• **Instructions to follow**:
Look through the lines below; wherever the word "Rampart" appears, copy that line.

================================

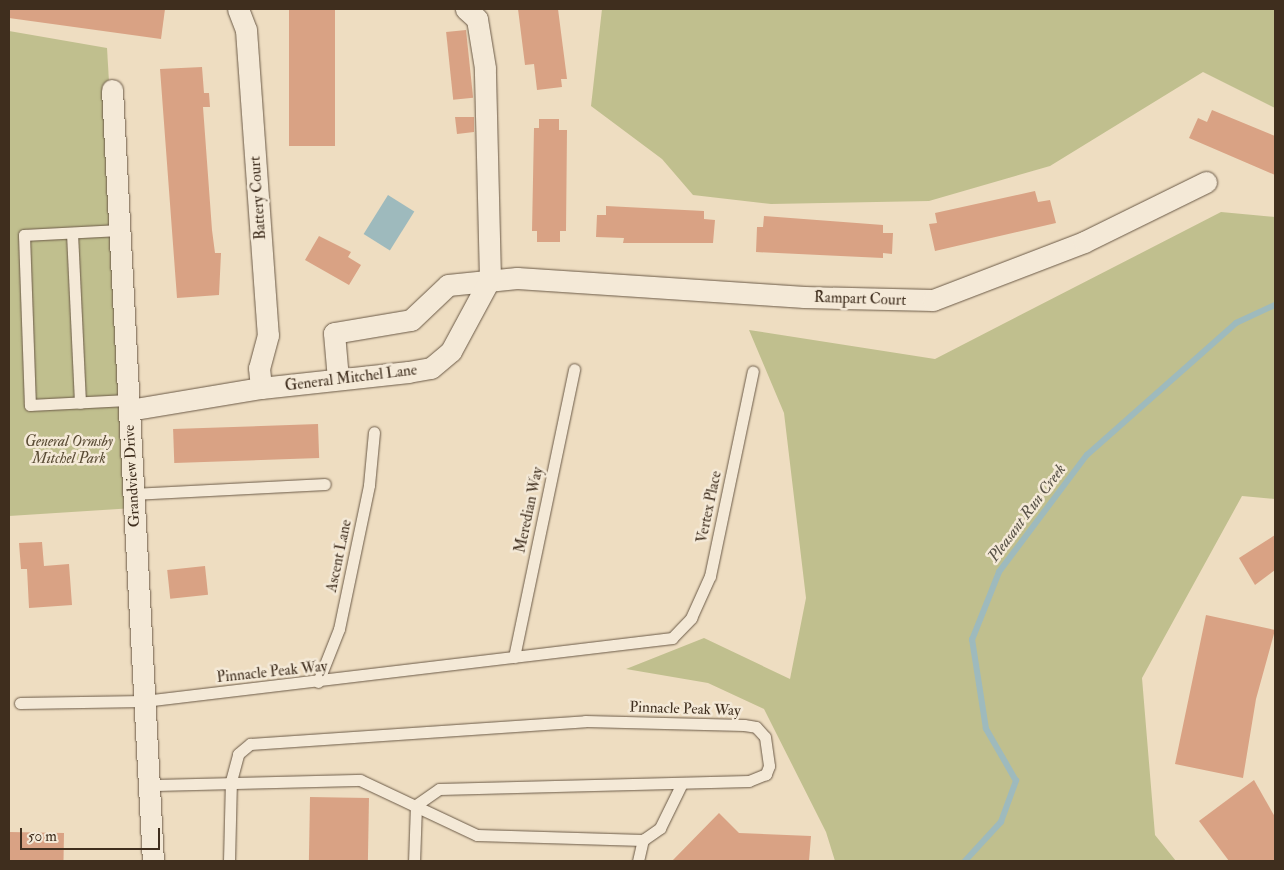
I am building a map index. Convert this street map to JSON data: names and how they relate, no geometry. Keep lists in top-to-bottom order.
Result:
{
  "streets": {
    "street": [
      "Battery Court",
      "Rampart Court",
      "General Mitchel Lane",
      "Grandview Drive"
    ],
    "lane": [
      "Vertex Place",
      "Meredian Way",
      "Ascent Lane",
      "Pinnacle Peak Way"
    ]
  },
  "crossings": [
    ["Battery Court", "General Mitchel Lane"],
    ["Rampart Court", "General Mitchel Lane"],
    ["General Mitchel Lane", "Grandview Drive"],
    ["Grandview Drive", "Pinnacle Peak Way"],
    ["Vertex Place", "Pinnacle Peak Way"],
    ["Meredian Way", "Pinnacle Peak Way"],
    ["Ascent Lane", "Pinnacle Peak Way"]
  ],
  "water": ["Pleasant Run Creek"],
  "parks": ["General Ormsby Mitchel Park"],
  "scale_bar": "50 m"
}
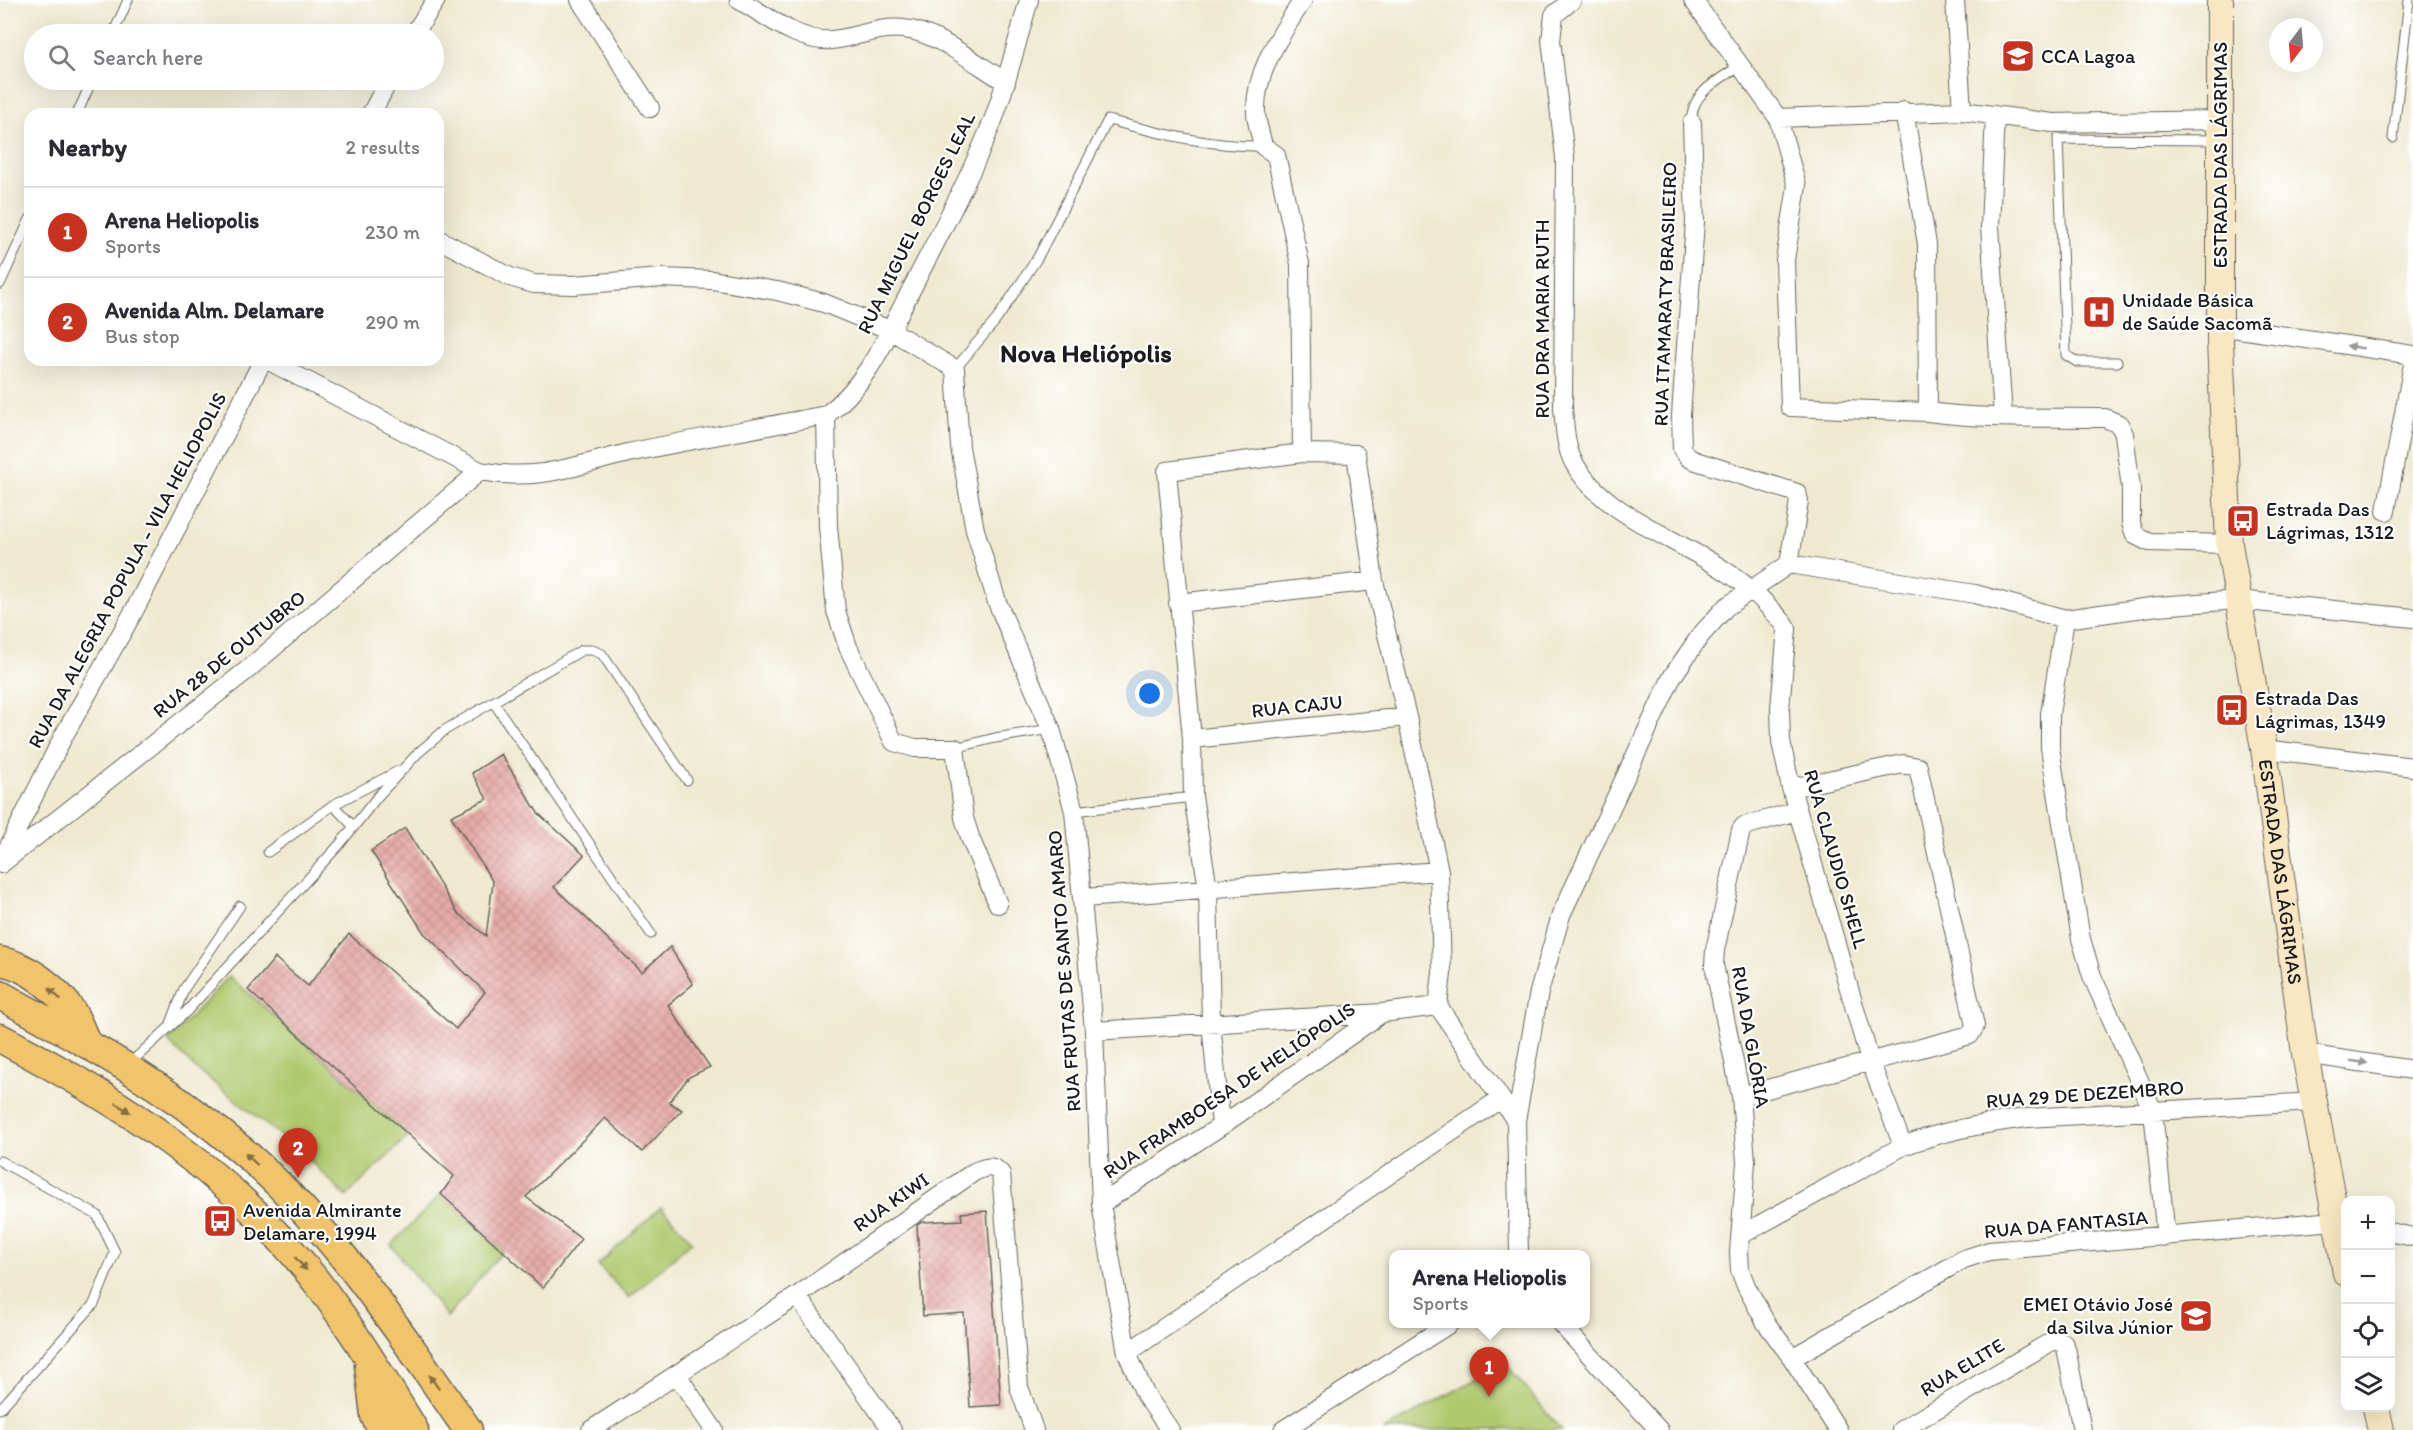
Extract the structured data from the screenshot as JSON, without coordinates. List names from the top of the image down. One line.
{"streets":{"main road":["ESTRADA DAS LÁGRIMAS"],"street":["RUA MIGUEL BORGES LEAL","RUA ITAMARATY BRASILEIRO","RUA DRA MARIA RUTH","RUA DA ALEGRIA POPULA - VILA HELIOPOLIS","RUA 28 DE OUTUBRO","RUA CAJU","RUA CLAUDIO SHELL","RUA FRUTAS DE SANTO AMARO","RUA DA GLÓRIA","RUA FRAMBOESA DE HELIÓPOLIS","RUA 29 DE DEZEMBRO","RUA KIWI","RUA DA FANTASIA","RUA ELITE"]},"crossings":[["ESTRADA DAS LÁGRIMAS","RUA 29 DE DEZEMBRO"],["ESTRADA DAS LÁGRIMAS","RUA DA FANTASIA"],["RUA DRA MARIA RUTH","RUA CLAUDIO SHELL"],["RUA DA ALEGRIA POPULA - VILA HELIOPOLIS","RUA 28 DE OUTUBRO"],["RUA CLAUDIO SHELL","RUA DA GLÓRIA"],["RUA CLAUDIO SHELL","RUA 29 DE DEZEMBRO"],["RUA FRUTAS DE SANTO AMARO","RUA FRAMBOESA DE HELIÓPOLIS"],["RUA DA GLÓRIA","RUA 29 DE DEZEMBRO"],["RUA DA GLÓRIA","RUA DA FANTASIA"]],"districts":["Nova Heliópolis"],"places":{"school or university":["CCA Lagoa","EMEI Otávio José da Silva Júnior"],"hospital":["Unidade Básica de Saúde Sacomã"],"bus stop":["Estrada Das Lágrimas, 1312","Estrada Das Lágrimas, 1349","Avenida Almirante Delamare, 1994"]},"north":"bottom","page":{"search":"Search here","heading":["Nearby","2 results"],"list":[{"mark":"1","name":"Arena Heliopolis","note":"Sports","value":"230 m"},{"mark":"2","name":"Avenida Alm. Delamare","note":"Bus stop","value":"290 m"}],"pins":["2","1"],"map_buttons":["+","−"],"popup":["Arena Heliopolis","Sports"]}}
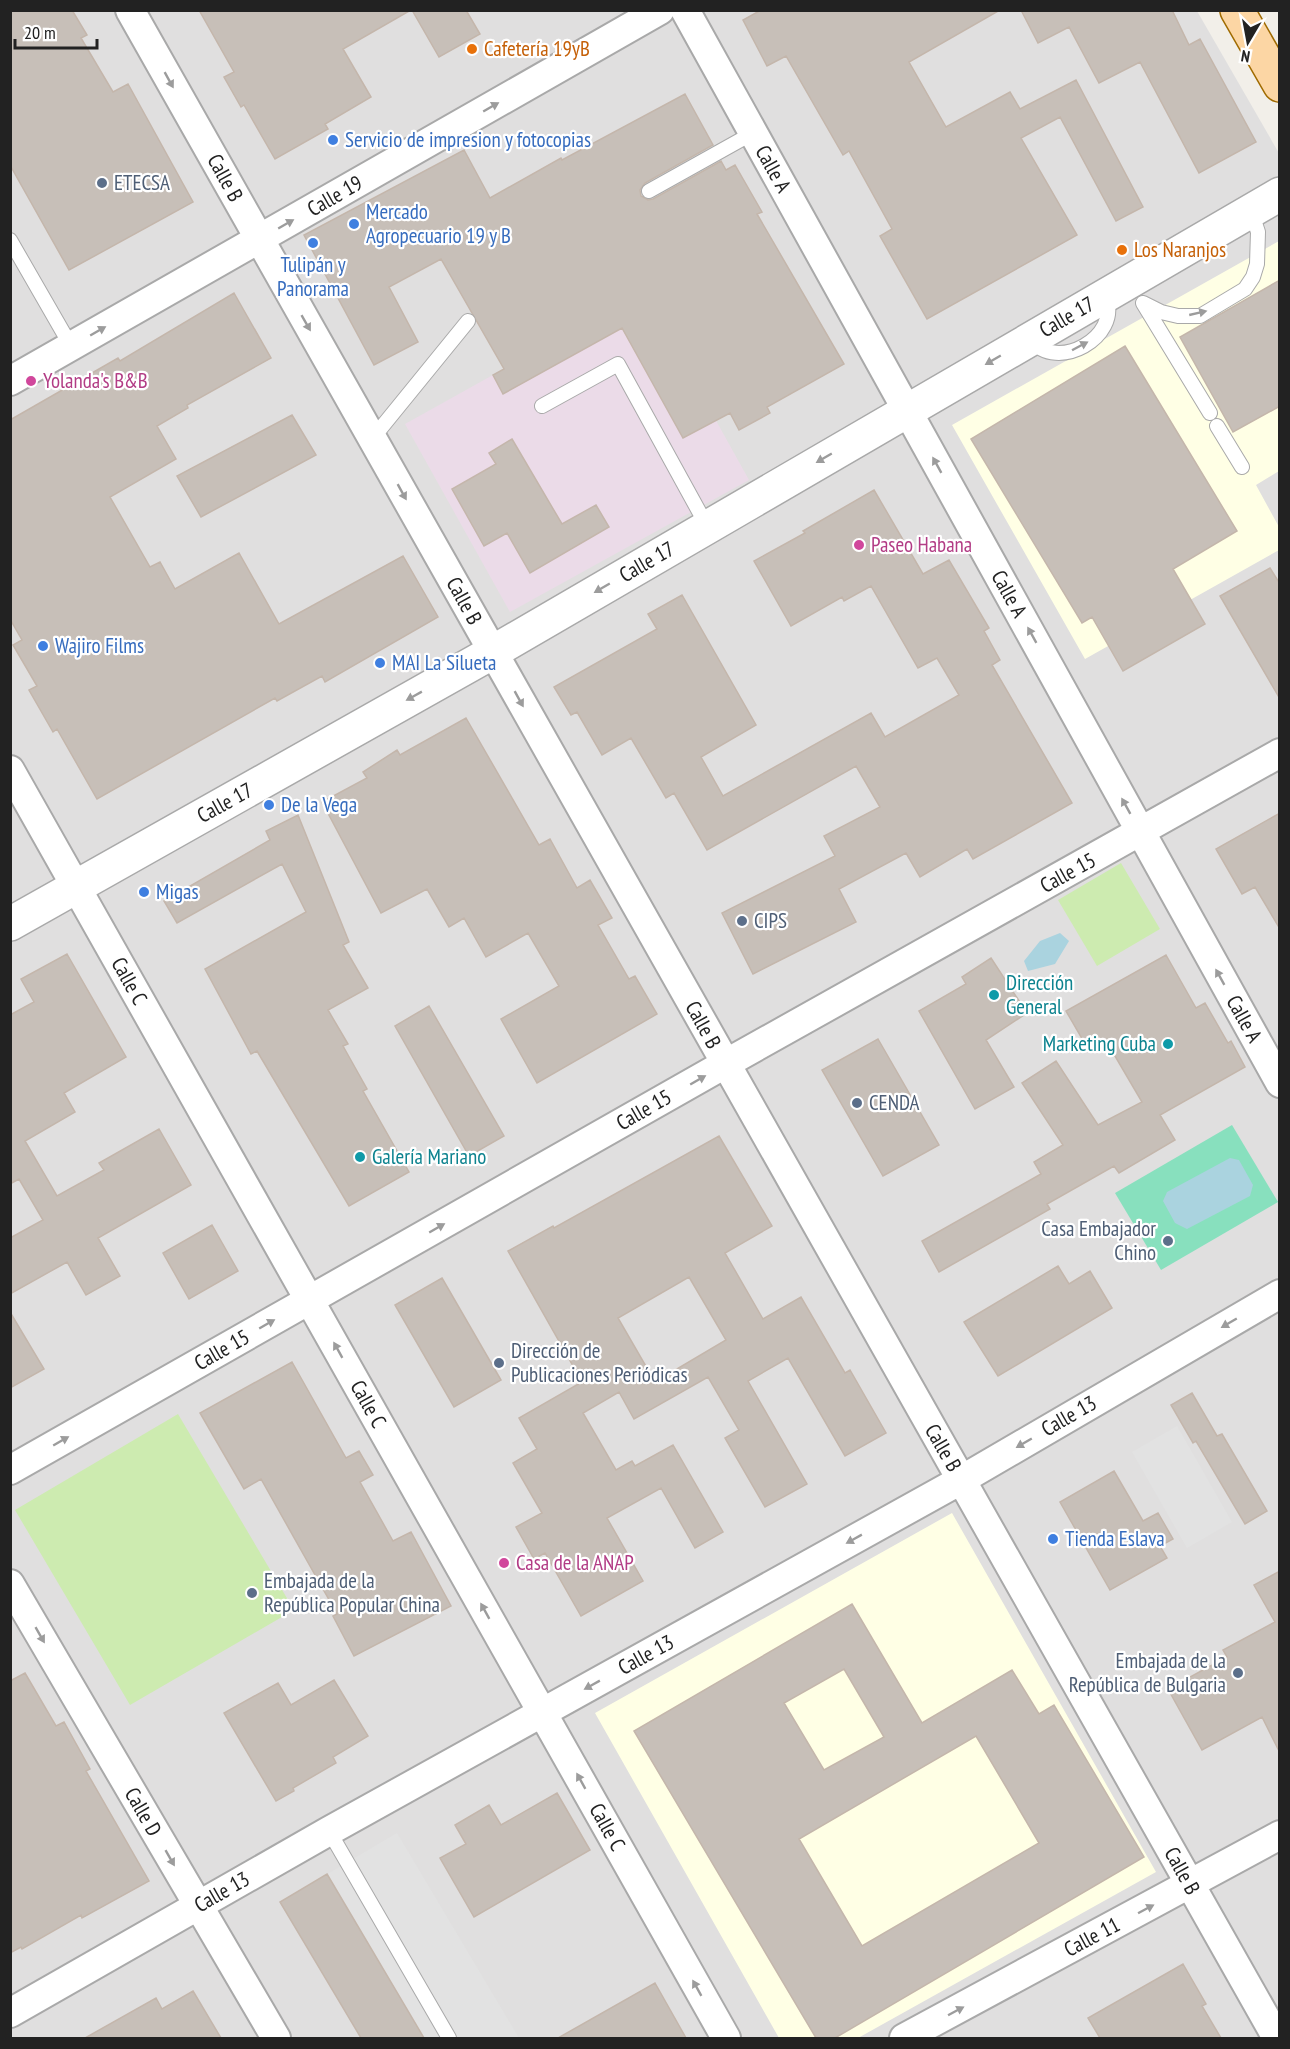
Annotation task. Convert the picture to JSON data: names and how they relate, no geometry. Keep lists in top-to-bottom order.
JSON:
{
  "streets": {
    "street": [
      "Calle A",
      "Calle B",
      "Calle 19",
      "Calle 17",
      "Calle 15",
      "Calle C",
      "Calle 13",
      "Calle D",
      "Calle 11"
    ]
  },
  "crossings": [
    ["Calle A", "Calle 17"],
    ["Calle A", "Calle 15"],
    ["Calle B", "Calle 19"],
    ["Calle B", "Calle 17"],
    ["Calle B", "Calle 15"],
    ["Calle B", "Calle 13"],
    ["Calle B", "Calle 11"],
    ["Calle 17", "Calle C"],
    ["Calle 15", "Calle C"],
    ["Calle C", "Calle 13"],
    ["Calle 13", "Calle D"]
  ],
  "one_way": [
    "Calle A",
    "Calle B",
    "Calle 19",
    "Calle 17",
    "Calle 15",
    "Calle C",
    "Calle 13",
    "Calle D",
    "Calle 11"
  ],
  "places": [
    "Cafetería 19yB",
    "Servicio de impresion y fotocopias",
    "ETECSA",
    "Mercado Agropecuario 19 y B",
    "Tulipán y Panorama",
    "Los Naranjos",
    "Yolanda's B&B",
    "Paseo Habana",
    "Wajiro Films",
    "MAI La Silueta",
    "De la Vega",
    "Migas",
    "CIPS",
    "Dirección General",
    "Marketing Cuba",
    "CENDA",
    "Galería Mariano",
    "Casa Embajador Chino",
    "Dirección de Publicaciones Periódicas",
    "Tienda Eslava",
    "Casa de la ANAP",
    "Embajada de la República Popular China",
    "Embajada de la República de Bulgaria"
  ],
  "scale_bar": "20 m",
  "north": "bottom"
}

================================

• **Expected output**:
      "Rampart Court",
    ["Rampart Court", "General Mitchel Lane"],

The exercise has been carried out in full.